Sponsored by Intuit, and moderated by Cleve Gaddis—team leader, coach and speaker at Workman Success Systems—the webinar offered practical insight into how real estate professionals can keep their business plan from going stale.
"Creating a business plan for the upcoming year never occurs as early as we’d like," explained Dan Elam, founder of Elam Real Estate in Murfreesboro, Tenn., whose goal is to be prepared for the following year by October of the current year.
While Elam typically finds himself sitting down to map out his brokerage’s business plan in early December, he makes it a point to go into any given year with a plan in place in order to avoid rushing to come up with a plan as the year winds down.
"Every single thing should be planned, because if you plan it, the outcome tends to be much better," added Elam, who prides himself in his ability to reduce things down to the ridiculous.
"In looking at the goals of the company as a whole, we determined that the only way to accomplish them is through our agents," noted Elam, "so the process begins with sitting down and learning about what each agent wants to accomplish."
From there, it’s about plugging that goal into an Excel spreadsheet and using conversion ratios to figure out what needs to be done every single day. This includes the number of dials needed to have a conversation, the ratio of conversations to face-to-face visits, how many face-to-face meetings it takes to get a pending contract, as well as the pending-to-close ratio.
Sitting down to write out a business plan is also a key piece of the process for Mariette Martinez—a financial accountant, IRS enrolled agent and Intuit trainer/writer.
Focusing on the solopreneur community, Martinez digs even deeper by centering her business planning around the 'why.'
"I’m a firm believer in sticking to a simple, one-page business plan that focuses on what the individual wants to do and how they want to do it. I focus heavily on the ‘why’ when business planning, because that’s where their passion comes in," explained Martinez. "Then we back up into the numbers."
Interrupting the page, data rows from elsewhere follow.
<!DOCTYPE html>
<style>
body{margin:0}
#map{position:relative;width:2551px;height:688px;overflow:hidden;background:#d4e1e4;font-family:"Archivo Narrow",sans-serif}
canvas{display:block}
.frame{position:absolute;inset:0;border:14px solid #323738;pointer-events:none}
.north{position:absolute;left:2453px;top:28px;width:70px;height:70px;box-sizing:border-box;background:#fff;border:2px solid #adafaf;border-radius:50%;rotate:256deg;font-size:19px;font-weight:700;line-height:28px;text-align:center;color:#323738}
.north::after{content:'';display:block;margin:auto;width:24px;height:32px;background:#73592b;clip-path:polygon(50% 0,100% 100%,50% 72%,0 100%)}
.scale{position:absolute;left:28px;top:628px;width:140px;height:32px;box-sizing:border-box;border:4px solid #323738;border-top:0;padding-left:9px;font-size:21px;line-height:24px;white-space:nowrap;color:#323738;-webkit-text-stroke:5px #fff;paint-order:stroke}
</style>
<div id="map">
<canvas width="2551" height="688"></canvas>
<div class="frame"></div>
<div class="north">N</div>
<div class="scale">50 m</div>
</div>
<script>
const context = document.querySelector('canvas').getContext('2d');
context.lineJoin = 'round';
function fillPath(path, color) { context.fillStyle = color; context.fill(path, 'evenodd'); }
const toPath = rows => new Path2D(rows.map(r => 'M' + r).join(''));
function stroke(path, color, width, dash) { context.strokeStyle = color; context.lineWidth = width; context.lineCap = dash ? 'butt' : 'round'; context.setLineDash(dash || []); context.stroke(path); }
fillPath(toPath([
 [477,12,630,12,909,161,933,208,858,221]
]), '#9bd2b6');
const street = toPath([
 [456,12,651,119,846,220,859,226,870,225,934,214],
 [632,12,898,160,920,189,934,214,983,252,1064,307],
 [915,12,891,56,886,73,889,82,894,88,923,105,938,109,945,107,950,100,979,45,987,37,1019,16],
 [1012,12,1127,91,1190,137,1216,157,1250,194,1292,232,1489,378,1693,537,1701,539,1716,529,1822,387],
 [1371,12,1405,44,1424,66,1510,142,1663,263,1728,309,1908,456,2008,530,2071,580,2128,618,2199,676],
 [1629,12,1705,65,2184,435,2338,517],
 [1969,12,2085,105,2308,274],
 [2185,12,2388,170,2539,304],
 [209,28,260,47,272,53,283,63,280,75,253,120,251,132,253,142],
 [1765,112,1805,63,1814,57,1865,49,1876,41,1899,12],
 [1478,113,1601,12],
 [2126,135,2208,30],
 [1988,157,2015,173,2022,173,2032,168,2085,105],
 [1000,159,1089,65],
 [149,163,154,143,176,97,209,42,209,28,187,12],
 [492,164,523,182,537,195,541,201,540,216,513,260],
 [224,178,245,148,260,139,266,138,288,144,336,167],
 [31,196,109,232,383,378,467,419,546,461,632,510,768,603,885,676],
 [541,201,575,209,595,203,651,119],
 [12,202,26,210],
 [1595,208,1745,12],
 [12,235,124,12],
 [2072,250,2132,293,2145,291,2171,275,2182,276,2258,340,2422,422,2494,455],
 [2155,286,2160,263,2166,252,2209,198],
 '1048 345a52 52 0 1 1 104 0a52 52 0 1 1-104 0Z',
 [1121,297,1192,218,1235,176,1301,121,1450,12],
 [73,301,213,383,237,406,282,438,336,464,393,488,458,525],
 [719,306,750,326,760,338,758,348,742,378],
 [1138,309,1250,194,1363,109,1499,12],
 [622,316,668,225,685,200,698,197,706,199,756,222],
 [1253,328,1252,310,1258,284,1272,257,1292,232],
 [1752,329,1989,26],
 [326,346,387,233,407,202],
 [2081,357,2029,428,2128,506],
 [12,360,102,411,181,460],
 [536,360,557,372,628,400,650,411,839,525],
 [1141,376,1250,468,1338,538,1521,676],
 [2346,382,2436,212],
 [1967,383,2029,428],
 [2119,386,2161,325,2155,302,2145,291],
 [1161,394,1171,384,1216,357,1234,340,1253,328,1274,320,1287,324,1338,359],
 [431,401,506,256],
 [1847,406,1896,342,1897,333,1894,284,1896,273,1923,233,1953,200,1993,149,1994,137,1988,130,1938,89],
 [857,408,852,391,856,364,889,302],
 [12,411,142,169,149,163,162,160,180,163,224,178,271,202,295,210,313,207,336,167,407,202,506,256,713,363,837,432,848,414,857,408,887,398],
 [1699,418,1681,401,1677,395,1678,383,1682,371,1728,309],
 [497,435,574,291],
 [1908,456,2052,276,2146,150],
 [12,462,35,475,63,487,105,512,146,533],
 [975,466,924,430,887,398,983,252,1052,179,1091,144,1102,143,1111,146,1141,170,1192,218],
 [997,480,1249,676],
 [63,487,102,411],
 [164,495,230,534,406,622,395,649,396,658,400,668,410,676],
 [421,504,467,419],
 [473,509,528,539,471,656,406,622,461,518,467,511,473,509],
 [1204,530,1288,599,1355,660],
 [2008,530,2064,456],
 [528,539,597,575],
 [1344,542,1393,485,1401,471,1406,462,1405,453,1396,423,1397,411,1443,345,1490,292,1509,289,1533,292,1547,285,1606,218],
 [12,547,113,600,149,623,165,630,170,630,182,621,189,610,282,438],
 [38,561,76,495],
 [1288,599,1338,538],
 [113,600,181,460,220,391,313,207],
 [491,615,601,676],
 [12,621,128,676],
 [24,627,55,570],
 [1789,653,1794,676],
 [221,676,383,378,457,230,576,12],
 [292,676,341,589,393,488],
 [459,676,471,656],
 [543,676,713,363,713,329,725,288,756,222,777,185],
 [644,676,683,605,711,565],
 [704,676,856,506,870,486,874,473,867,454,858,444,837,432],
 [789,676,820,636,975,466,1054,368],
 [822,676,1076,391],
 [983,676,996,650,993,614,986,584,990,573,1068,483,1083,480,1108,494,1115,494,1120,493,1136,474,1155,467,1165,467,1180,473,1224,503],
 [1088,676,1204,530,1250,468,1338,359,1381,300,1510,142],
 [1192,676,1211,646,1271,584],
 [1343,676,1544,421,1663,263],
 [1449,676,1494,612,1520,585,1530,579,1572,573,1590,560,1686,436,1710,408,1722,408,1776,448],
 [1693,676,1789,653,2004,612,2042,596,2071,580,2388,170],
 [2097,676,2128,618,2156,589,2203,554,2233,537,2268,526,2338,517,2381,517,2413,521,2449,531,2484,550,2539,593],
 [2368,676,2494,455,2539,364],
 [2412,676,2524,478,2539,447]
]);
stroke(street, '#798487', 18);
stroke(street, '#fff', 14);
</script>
But the work doesn’t end there, as putting your plan into action is paramount to meeting—and exceeding—the goals you’ve set for yourself.
"No matter the reason you got into the business, you need to continually develop yourself and your skillset and be aware of what you need to do," said Martinez. "You need a plan that’s written down, and you need to be intentional."
"If you want to be successful, you have to be motivated, you need to know what to do, and you need to know how to do it," concluded Elam.